China's cabinet, the State Council, has sent a national work team to the disaster-hit area to guide relief work. Local governments have also activated top-level emergency response procedures.
The province's paramilitary police has also sent out forces with life detecting equipment to search for survivors who may be buried under rubble, Hong Kong-based South China Morning Post reported.
All three of the country's major telecommunications firms have sent technicians to the quake zone to fix damaged networks.
Shen Ji, director of the provincial health and family planning commission, said more than 30 ambulances and over 500 health personnel had gone to the affected areas.
A 200-member health aid team from neighbouring Gansu province is standing by.
Staff and pandas at the nearby China Conservation and Research Center for the Giant Panda were unaffected.
At around 6 AM, the first emergency rescue flight carrying a team of nearly 100 arrived at the Jiuzhai-Huanglong Airport, the transportation hub for relief work.
The National Earthquake Response Support Service sent two light helicopters carrying seismologists, medicine and relief goods to Jiuzhai Valley.

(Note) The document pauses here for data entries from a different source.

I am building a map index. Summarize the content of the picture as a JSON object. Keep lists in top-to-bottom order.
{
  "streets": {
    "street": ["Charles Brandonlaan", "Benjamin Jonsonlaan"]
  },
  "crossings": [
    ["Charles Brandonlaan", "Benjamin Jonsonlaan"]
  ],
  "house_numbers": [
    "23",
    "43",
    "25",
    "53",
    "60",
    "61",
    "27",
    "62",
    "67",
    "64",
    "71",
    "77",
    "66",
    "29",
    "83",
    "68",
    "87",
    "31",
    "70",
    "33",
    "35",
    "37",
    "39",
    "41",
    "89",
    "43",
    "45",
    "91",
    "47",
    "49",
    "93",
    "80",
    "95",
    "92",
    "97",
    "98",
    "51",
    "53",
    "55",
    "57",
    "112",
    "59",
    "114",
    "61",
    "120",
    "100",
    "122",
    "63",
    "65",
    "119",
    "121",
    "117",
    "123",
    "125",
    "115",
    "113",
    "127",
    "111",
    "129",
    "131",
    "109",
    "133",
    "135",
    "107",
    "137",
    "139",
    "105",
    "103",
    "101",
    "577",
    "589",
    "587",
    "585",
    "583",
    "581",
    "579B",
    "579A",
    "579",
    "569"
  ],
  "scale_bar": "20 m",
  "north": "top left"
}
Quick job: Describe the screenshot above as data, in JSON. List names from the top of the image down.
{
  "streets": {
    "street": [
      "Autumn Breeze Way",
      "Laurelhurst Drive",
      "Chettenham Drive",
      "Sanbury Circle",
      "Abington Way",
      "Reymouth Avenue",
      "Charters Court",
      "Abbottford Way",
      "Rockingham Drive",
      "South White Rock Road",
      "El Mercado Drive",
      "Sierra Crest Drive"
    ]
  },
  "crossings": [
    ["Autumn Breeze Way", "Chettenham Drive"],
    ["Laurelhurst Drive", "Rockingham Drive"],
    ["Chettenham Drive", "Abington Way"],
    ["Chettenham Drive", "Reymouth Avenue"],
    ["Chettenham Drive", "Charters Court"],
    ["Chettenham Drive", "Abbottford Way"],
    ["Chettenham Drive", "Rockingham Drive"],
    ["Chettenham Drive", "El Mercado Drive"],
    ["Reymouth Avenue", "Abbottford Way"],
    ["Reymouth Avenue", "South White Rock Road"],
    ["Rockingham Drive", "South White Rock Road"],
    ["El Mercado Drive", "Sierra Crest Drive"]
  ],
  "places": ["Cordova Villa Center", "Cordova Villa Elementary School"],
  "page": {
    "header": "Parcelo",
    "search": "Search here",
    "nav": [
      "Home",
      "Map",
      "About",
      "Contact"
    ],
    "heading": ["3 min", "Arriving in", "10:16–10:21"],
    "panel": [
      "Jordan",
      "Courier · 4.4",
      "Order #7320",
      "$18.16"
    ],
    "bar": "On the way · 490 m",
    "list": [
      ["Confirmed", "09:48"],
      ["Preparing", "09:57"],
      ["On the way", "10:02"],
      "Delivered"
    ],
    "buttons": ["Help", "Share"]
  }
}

This morning, Xinhua reporters saw tourists sitting in front of their hotels, wrapped in quilts. A tourist, surnamed Liu, said that they had stayed up all night. The Tibetan hotel owner gave all quilts and blankets in the hotel to the tourists and lit a bonfire to keep them warm, Liu said.
More than 90 vehicles and 1,200 personnel are involved in the rescue work. Power, communication and water supplies in the county seat have been restored even as more than 1,000 aftershocks rippled across the region.
Sichuan is a quake-prone region. In May 2008, an 8.0- magnitude earthquake struck Wenchuan and killed more than 80,000 people. In 2013, a 7.0-magnitude quake hit Lushan, in which 196 people were killed.
The second quake struck the Xinjiang province. Three villagers were rushed to hospital after their home collapsed in the earthquake that jolted Jinghe county in Bortala Mongolian autonomous prefecture in Xinjiang province.
The quake struck at a depth of 11 kms, the CENC said in a statement. The epicentre was 37-km from Jinghe County seat, 93-km from the prefectural capital of Bole city, and 383-km from Urumqi.